“The fight against a sedentary lifestyle must become a common thread in public health”

by time news

2023-10-06 14:36:24

“In terms of public health, a sedentary lifestyle is the tobacco of the 21st century,” tells us Paquito Bernard, professor in the department of physical activity sciences at the University of Quebec in Montreal. The fight against a sedentary lifestyle and physical inactivity requires awareness from public authorities, as was the case with tobacco. We need an electric shock! For the National Observatory of Physical Activities and Sedentary Life (Onaps), we are sedentary for more than seven hours spent sitting or lying awake in a day.

A sedentary lifestyle affects nearly 40% of adults for whom there are proven health risks in terms of general mortality, chronic and cardiovascular diseases, depression, effects on the quality of sleep, eating disorders, etc. More women than men combine a sedentary lifestyle with physical inactivity.

And yet, we are programmed to move. The human body is designed to be in motion and expend energy. Our muscles, our ligaments, our bones are made to allow us to walk, run, swim, cycle, etc., not to remain seated, screwed into our chairs or in front of our screens.

Prevalence of obesity in children

The cardiologist and sports doctor François Carré observes cases of diabetes among younger generations before the age of 14, while this type of chronic disease generally occurs in adulthood, with rising blood pressure as well as cholesterol levels and increase in the number of cases of diabetes for adolescents aged 16 to 18, by 2% per year.

Even more worrying, the prevalence of overweight and obesity affects 34% of children aged 2 to 7, of whom 18% are obese. In the case of childhood obesity, the risk of obesity in adulthood varies between 50% and 70%: this means that an obese child at six years old has a very high probability of having to fight against his or her obesity throughout his or her life. overweight, but also to lose several years of healthy life expectancy.

Office workers spend an average of 75-77% of their working time sitting. Repeated sitting in front of a screen over time can cause eye fatigue, back pain and musculoskeletal disorders (MSD).

MSDs represent the leading cause of work stoppages and 88% of occupational illnesses, or 45,000 people affected each year in France. Our mental health is also at stake: a sedentary lifestyle promotes the occurrence of sleep disorders, but also depression or anxiety.

Spectacular progress in PE

The “Reversing the Curves” study made it possible to evaluate at the end of 2022 the level of initial physical capacity (respiratory, cardiovascular and skeletal muscular) of 8,500 French middle school students in sixth grade. The good news is that a personalized physical and sporting activity program in the form of split-type running training for six weeks with two fifteen-minute sessions as part of classic PE classes allows for spectacular progress in the initial physical condition of the middle school students tested.
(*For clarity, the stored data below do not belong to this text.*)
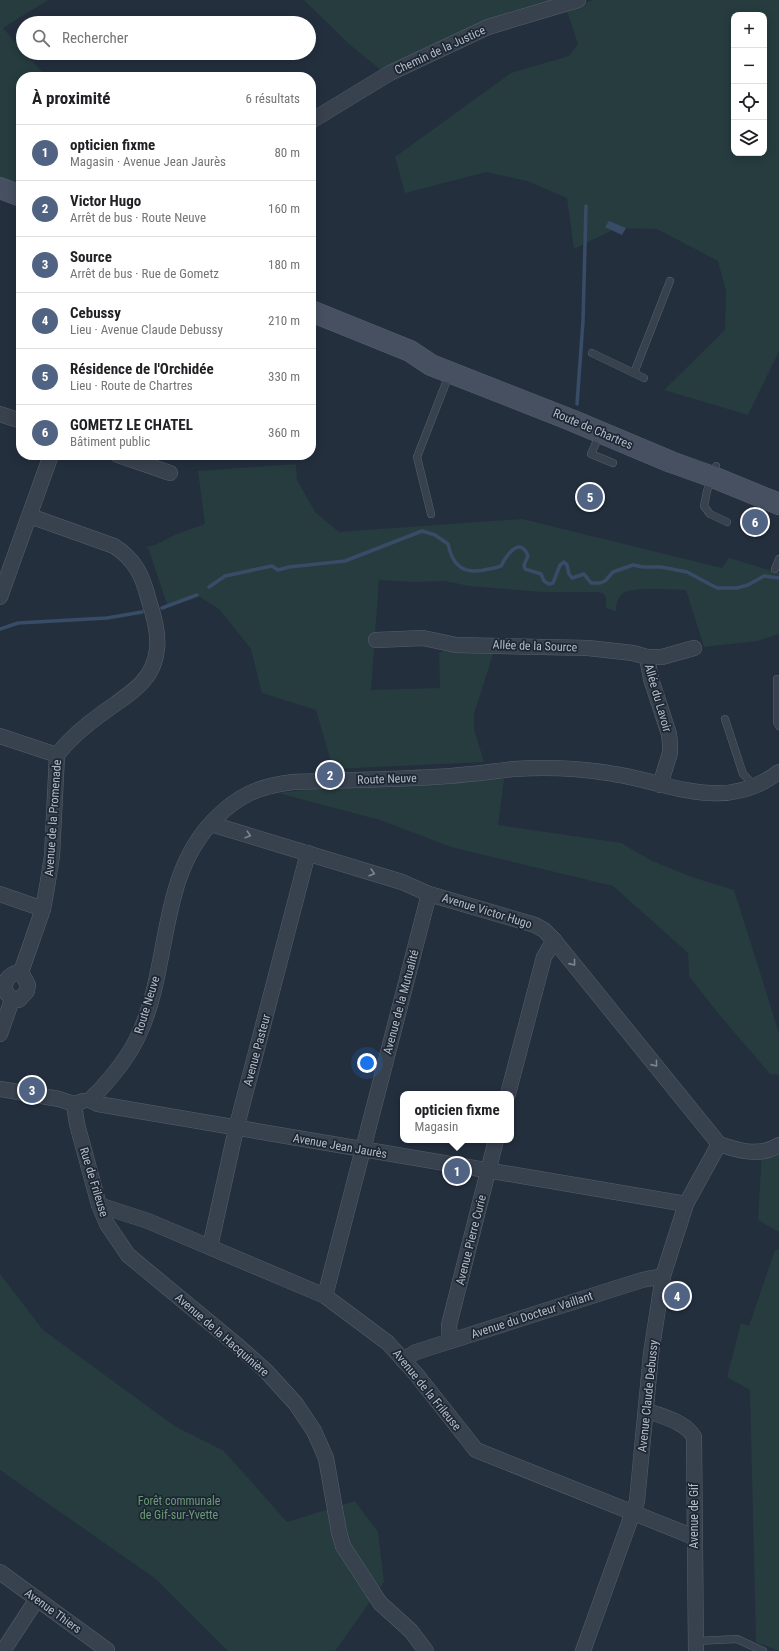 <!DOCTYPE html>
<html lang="fr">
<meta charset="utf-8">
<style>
:root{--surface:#fff;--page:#f2f2f2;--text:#202124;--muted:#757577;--line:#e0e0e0;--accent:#506383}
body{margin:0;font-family:"Roboto Condensed",sans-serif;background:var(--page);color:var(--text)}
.controls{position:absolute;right:12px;top:12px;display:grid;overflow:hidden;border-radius:8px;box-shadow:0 2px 10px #0003}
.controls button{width:36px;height:36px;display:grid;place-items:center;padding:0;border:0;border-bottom:1px solid var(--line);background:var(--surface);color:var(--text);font:20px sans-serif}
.you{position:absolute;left:367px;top:1063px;width:14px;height:14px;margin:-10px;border:3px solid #fff;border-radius:50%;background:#1a73e8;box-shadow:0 0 0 6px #1a73e833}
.badge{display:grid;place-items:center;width:26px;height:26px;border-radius:50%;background:var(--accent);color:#fff;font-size:13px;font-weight:700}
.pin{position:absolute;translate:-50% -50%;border:2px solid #fff;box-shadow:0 1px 4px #0006}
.popup{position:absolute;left:400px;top:1091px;width:114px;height:52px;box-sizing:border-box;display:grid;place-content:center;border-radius:8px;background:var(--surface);filter:drop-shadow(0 1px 3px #0005);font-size:13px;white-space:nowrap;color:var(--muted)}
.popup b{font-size:15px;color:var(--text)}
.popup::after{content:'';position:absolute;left:50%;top:100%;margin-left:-8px;border:8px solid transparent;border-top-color:var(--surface)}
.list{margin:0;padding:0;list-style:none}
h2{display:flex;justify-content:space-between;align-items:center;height:52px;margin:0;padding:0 16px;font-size:17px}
h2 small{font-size:13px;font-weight:400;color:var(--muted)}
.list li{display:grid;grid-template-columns:26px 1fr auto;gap:12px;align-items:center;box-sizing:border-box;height:56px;padding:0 16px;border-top:1px solid var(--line)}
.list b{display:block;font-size:15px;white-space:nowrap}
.list p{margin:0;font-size:13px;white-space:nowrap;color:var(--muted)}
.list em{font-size:13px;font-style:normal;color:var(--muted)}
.icon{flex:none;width:22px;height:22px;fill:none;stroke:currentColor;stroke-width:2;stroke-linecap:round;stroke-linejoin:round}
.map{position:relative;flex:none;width:779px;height:1651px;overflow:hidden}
.search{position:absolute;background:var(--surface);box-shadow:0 2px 10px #0003;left:16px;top:16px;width:300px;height:44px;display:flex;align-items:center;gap:10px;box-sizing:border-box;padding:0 14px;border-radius:22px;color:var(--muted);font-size:15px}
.panel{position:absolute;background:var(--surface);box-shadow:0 2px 10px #0003;left:16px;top:72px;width:300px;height:388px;border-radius:16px}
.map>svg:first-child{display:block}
.green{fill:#263c3f;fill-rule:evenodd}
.water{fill:#394c67}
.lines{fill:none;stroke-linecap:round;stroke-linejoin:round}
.stream{stroke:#394c67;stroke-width:3.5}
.lane-casing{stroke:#565f6c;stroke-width:8}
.street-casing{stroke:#565f6c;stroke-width:16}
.secondary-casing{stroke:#565f6c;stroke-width:22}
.lane{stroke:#38414e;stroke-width:7}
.street{stroke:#38414e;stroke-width:15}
.secondary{stroke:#465061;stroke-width:21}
.oneway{stroke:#7c8592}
.labels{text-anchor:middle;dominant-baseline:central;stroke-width:3.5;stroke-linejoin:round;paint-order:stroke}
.street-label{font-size:12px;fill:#b4bcc9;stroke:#1d2633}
.park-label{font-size:12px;fill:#6b9a76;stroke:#1d2633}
</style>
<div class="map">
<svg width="779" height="1651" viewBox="0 0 779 1651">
<rect width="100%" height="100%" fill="#242f3e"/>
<g class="green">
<path d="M0 0H48L3 28 23 51V53H25L47 77H21V187L0 179Z"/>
<path d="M304 0H562L387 75 349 44Z"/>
<path d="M594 0H779V351L748 415 664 390 725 330 726 291 718 261 657 229 617 228 574 249 567 198 527 181 486 172 405 193 395 157 511 73 569 56 578 44 566 8ZM734 15H764V153H734Z"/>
<path d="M296 464 297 480 315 512 339 532 522 519 722 568 729 558 779 573V634L757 641 704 647 686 590C674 590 629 586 622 594 617 599 616 605 616 611L606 608V598L604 594 599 592H542L469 586 445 581 414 582 379 580 371 690 440 688 439 653 456 645 494 651 474 714V729L484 762 333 769 316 710 262 693 251 649 220 610 197 595 167 604 149 550 146 547 155 545 177 534 205 524 198 471Z"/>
<path d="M485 776 504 779 498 825 621 843 652 861 695 878 734 890 779 1033V1075L770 1074 717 1012 689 976 688 953 613 886 451 847 380 820 278 793 360 784Z"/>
<path d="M779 1145V1232L758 1220 762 1152Z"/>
<path d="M775 1250H779V1651L756 1642 750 1390 727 1377 741 1323 749 1326Z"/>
<path d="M0 1274 43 1330 176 1427 224 1451 287 1522 355 1501 378 1532 384 1582 335 1651H228L156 1579 0 1470Z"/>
</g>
<path class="water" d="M609 221 626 228 622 235 605 227Z"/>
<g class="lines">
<g class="stream">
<path d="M577 404 583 321 586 206"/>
<path d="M209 587 225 576 272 566 278 570 289 567 345 561 422 531 435 535 448 544C453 568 465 575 489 569 493 568 497 568 501 566 506 556 520 535 528 556L524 565 525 569 541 574 544 581 549 584 553 583 560 565 564 562 567 565 569 574 572 578 584 574 591 583H600L605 581 613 572 633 565 643 567H661L687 572 717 588H737L748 585 764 576 779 578"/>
<path d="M162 608 197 595"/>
<path d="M0 629 18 623 107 618 142 612"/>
</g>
<g class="lane-casing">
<g id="lane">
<path d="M592 353 644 378"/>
<path d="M634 373 670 281"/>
<path d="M600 434 591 454 613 463"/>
<path d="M716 466 707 491 704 506 710 514 727 522"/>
<path d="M431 514 417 457 449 375"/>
<path d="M775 569 779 559"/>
<path d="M779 679H777V722L779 726"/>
<path d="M725 719 743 774 755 786"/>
<path d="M696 1641 737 1639 763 1651"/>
</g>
</g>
<g class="street-casing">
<g id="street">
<path d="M311 121 390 73 488 27 578 0"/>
<path d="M0 414 21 421"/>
<path d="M118 455 170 473"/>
<path d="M0 597 51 455"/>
<path d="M376 640 423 638 456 645 588 648 633 653 647 657H662L694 648"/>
<path d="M647 657 651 679 669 734 670 744V753L660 785"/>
<path d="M0 736 57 755"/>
<path d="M211 824 402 882 429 894 535 925 544 930 554 940 719 1144"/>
<path d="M0 894 43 909"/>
<path d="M21 972 43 909 47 887 52 856 57 755C70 738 87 724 104 712 127 695 154 682 157 649 159 633 154 616 149 601 143 577 136 560 114 546L30 516"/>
<path d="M21 972 28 985 27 991 19 1000C0 998 0 974 21 972Z"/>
<path d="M0 1034 12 1000"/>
<path d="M0 1089 59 1099 74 1104 83 1101"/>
<path d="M508 1094 544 957 554 940"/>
<path d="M90 1100C110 1080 129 1058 140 1032 171 963 158 878 214 820 238 795 259 786 293 782 340 780 386 780 433 777 460 776 487 772 514 769 545 767 577 768 608 773 669 781 722 815 779 772"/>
<path d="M90 1100 98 1104 686 1204"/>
<path d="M74 1104 77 1124 99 1205 107 1224 128 1255 238 1346 266 1371 296 1404 314 1431 326 1458 339 1532 343 1546 380 1603 411 1631 426 1651"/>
<path d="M719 1144C739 1151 761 1157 779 1145"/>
<path d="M99 1205 148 1221 325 1296 388 1343 416 1374 476 1450 694 1537"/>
<path d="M210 1247 236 1129 308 853"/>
<path d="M325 1296 429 894"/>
<path d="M450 1341 449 1325 496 1140"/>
<path d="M403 1360 416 1352 642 1280 663 1276"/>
<path d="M646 1410C662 1417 685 1421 694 1437L696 1651"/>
<path d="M0 1572 107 1650"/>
<path d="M3 1651 37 1599"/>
<path d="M583 1651 637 1501 651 1354 663 1276 686 1204 719 1144"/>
</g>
</g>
<g class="secondary-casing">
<g id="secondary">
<path d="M0 188 21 196"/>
<path d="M311 311 410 351 431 365 571 420 671 462 713 477 779 504"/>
</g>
</g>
<use href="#lane" class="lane"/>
<use href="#street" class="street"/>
<use href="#secondary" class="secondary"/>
</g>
<defs><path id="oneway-chevron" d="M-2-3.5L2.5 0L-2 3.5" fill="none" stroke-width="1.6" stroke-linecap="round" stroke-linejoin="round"/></defs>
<g class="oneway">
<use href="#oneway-chevron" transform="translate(248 835) rotate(17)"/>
<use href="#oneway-chevron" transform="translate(372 873) rotate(17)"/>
<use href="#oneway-chevron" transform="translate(573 963) rotate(51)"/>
<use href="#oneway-chevron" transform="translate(655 1064) rotate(51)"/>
</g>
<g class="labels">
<g class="street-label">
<text transform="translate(440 50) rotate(-25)">Chemin de la Justice</text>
<text transform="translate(593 429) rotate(23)">Route de Chartres</text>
<text transform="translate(535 646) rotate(2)">Allée de la Source</text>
<text transform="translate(658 698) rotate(74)">Allée du Lavoir</text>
<text transform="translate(387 779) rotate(-2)">Route Neuve</text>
<text transform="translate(53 818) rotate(-86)">Avenue de la Promenade</text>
<text transform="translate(487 911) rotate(17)">Avenue Victor Hugo</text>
<text transform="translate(401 1002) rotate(-75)">Avenue de la Mutualité</text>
<text transform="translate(147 1005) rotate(-73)">Route Neuve</text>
<text transform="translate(257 1050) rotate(-75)">Avenue Pasteur</text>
<text transform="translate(340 1146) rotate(10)">Avenue Jean Jaurès</text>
<text transform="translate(94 1182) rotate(73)">Rue de Frileuse</text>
<text transform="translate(471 1240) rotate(-76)">Avenue Pierre Curie</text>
<text transform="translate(532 1315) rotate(-18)">Avenue du Docteur Vaillant</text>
<text transform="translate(222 1335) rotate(41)">Avenue de la Hacquinière</text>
<text transform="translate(427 1390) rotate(51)">Avenue de la Frileuse</text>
<text transform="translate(648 1396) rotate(-84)">Avenue Claude Debussy</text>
<text transform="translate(694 1516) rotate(-90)">Avenue de Gif</text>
<text transform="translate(53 1611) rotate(36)">Avenue Thiers</text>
</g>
<g class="park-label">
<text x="179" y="1501">Forêt communale<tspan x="179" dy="14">de Gif-sur-Yvette</tspan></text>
</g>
</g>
</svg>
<div class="controls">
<button>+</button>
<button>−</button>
<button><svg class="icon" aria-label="locate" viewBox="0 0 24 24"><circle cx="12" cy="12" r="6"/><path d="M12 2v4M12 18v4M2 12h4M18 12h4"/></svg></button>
<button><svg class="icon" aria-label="layers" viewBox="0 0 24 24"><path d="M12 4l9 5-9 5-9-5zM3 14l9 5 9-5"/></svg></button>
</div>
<div class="you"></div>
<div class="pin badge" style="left:457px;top:1171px">1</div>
<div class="popup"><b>opticien fixme</b>Magasin</div>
<div class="pin badge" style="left:330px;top:775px">2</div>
<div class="pin badge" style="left:32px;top:1090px">3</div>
<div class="pin badge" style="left:677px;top:1296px">4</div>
<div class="pin badge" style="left:590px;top:497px">5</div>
<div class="pin badge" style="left:755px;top:522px">6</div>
<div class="search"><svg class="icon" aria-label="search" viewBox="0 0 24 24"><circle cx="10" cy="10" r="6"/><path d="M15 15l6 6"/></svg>Rechercher</div>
<section class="panel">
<h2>À proximité<small>6 résultats</small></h2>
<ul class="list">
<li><span class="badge">1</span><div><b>opticien fixme</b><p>Magasin · Avenue Jean Jaurès</p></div><em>80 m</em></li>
<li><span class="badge">2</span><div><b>Victor Hugo</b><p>Arrêt de bus · Route Neuve</p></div><em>160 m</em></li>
<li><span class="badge">3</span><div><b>Source</b><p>Arrêt de bus · Rue de Gometz</p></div><em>180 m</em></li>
<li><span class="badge">4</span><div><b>Cebussy</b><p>Lieu · Avenue Claude Debussy</p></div><em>210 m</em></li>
<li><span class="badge">5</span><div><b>Résidence de l'Orchidée</b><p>Lieu · Route de Chartres</p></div><em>330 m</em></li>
<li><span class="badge">6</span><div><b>GOMETZ LE CHATEL</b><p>Bâtiment public</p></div><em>360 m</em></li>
</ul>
</section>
</div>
This study demonstrates that we can “reverse the curves” of physical capacity and therefore of health capital, on condition of generalizing this program to all colleges in France, of developing physical fitness tests from school to nursing homes in order to anchor good physical activity habits in the lifestyles from a very young age.

Beyond a healthy and balanced diet, the fight against a sedentary lifestyle and the promotion of regular physical activity throughout life must become a common theme in public health prevention. All activities outside of our chairs, no matter how light, are beneficial and count in the prevention of chronic diseases: climbing the stairs rather than taking the elevator, ironing, cooking, washing the dishes, vacuuming, tidying up, tinkering, walking from one room to another, walking your dog, gardening…

Building on the legacy of the Olympic Games

Fighting against a sedentary lifestyle also means thinking about our spaces differently, by promoting new forms of mobility at the heart of our territories, the development of active mobility (walking, cycling, etc.), active campuses that promote health, but also last five hundred meters or the last kilometer near schools to encourage physical activity among French people near their homes.

Active design which allows the development of public spaces and buildings: walking paths, safe cycle paths, parks and play areas, but also playgrounds and school buildings (you have to move in class!) is an excellent tool – inexpensive – which must be deployed everywhere in urban or rural areas.

Finally, the prescription and sessions of adapted physical activity must gradually be covered financially by health insurance in conjunction with complementary health insurance to be accessible to all.

The dynamic of the sporting, territorial and societal legacy of the Paris Olympic and Paralympic Games is being built before the Games, if we want it to have lasting effects after 2024. The deployment of an ambitious plan to fight against a sedentary lifestyle can – still – be a fundamental pillar.